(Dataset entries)

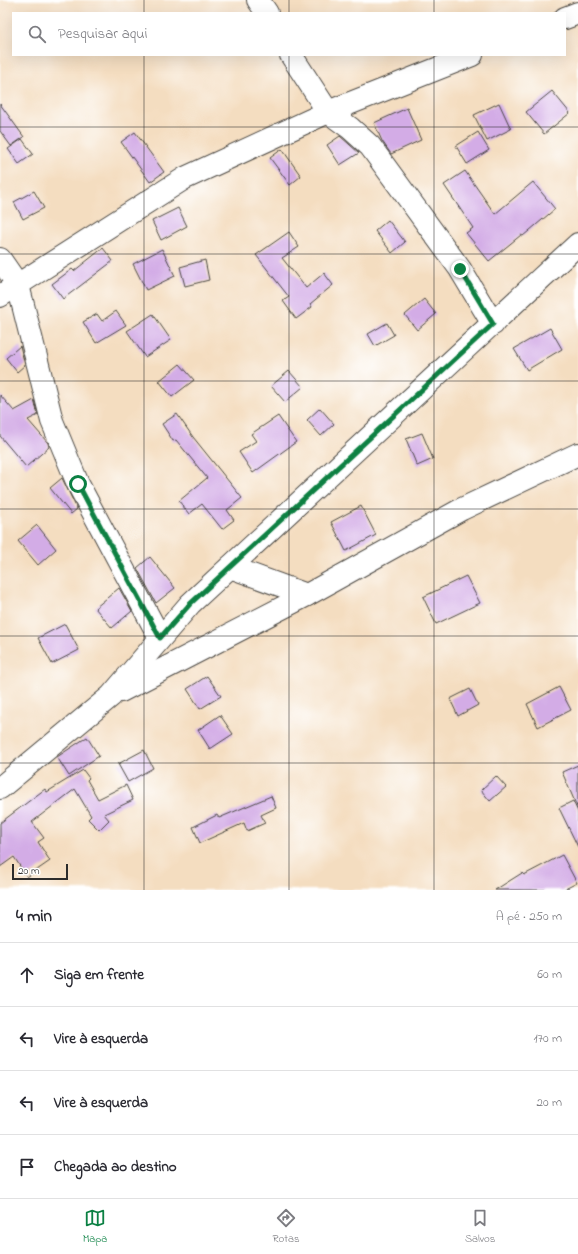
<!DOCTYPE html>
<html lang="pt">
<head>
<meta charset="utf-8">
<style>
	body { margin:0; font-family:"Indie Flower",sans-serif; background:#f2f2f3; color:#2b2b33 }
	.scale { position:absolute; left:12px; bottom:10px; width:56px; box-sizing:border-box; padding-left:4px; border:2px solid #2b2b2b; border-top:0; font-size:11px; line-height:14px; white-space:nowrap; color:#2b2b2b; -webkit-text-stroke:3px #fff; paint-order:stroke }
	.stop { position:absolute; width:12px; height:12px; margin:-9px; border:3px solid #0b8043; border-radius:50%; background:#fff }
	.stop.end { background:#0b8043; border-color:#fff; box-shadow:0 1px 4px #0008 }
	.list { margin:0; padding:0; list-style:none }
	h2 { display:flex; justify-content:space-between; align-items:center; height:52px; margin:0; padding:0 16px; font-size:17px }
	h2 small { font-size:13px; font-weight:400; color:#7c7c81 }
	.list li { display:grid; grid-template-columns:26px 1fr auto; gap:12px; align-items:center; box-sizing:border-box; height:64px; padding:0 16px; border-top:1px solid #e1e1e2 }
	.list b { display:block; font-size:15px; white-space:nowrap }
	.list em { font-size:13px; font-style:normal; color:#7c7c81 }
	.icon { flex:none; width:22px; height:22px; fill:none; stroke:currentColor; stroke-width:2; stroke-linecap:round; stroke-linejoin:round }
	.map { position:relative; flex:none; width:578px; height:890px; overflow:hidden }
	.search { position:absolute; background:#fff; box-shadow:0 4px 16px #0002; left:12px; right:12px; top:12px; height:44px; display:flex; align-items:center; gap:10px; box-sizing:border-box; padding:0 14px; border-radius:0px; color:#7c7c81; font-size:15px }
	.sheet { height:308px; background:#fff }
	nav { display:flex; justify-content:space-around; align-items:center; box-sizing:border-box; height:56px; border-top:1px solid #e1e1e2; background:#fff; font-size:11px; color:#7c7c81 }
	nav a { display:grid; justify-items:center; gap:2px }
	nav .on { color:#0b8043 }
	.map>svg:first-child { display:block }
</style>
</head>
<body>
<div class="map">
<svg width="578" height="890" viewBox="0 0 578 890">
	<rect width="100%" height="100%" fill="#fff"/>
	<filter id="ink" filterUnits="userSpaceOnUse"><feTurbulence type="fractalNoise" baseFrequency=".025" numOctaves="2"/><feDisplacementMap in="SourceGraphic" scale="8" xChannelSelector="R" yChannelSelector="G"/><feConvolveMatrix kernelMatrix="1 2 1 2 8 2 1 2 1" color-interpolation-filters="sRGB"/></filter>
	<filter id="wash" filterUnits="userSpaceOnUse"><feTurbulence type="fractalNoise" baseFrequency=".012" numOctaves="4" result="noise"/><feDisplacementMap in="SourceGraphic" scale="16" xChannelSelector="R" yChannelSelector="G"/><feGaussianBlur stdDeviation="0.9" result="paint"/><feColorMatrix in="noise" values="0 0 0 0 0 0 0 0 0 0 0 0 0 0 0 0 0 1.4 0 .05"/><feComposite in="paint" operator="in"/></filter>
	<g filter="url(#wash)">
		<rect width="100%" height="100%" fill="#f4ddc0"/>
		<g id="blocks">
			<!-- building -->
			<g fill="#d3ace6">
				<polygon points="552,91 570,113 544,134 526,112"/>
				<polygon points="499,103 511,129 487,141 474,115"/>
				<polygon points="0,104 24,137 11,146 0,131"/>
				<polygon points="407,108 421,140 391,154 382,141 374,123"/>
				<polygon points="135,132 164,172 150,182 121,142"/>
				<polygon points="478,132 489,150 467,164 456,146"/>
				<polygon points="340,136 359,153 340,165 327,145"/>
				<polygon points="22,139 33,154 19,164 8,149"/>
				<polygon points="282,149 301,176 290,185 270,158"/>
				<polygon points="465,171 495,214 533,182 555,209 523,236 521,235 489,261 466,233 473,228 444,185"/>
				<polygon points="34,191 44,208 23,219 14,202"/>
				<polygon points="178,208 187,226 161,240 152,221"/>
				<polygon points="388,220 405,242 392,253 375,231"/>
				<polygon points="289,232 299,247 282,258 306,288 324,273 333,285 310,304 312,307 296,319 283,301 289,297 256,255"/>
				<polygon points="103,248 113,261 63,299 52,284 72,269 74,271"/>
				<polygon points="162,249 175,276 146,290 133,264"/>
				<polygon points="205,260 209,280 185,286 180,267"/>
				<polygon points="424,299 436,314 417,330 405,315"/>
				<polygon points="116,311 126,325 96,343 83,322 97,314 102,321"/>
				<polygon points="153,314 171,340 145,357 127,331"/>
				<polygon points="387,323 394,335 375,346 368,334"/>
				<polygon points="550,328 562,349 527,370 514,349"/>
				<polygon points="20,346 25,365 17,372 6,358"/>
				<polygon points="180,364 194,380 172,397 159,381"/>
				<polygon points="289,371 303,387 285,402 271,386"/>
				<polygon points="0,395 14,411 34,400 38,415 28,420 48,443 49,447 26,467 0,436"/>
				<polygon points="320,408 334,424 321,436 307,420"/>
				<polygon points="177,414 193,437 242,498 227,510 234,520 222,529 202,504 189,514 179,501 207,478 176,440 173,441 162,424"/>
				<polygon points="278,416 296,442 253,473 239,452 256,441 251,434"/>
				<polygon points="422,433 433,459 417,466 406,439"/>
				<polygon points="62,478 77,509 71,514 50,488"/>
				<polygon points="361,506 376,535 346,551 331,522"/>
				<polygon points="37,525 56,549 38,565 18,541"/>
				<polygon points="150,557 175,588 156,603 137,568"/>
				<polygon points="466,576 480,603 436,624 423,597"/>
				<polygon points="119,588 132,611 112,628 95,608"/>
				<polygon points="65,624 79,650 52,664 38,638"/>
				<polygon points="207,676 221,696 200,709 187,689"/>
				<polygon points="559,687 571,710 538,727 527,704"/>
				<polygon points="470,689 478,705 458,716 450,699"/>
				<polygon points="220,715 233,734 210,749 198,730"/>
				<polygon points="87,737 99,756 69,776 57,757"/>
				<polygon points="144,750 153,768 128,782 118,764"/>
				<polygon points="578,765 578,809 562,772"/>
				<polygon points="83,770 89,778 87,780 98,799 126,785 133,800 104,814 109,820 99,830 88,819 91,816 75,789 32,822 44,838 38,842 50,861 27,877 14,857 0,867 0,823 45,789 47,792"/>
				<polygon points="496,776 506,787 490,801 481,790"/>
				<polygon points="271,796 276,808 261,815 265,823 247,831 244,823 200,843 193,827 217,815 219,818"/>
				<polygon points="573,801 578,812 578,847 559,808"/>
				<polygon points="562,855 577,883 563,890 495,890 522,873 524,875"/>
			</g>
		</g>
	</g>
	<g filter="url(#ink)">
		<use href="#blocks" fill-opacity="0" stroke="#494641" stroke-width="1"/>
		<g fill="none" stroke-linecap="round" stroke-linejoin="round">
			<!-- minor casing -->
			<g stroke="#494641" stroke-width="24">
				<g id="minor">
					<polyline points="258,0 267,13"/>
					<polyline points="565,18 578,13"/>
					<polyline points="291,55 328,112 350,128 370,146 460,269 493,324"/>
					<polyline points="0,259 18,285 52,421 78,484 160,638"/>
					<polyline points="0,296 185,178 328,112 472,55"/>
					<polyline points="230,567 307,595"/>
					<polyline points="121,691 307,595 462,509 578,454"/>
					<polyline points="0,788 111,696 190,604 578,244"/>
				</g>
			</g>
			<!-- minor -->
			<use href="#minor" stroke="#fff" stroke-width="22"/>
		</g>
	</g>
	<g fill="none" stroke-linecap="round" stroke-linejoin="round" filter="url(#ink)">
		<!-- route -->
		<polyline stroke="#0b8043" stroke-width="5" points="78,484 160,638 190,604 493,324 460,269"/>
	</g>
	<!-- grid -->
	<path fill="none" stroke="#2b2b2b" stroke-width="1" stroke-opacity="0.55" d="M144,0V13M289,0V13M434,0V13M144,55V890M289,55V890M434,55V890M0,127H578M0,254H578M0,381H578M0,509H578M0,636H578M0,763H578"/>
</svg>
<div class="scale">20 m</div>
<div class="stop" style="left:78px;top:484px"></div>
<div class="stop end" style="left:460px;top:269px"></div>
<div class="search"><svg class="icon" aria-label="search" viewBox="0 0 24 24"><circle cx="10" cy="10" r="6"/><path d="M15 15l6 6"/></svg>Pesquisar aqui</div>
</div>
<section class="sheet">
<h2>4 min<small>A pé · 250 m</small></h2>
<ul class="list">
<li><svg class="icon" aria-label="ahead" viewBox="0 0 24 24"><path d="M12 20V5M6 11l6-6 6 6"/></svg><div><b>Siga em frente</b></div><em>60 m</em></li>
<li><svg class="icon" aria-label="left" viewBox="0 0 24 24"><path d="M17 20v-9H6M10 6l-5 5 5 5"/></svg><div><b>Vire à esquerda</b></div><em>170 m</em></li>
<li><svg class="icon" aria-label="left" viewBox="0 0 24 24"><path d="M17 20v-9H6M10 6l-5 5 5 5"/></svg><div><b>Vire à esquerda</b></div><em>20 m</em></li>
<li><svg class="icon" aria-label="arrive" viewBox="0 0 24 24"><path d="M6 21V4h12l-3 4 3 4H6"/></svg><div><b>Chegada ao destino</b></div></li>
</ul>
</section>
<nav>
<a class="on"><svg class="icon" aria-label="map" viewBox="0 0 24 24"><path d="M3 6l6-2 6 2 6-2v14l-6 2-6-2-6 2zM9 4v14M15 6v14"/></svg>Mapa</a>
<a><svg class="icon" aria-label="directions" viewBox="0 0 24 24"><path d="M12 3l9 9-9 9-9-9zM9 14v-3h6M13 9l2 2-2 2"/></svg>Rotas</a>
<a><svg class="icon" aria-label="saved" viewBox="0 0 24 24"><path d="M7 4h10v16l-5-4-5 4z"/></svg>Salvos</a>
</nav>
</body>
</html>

### EXERCISE AIM
Scan the lines above for the word "radius" and copy every one where it occurs.

### COMPLETED EXERCISE
	.stop { position:absolute; width:12px; height:12px; margin:-9px; border:3px solid #0b8043; border-radius:50%; background:#fff }
	.search { position:absolute; background:#fff; box-shadow:0 4px 16px #0002; left:12px; right:12px; top:12px; height:44px; display:flex; align-items:center; gap:10px; box-sizing:border-box; padding:0 14px; border-radius:0px; color:#7c7c81; font-size:15px }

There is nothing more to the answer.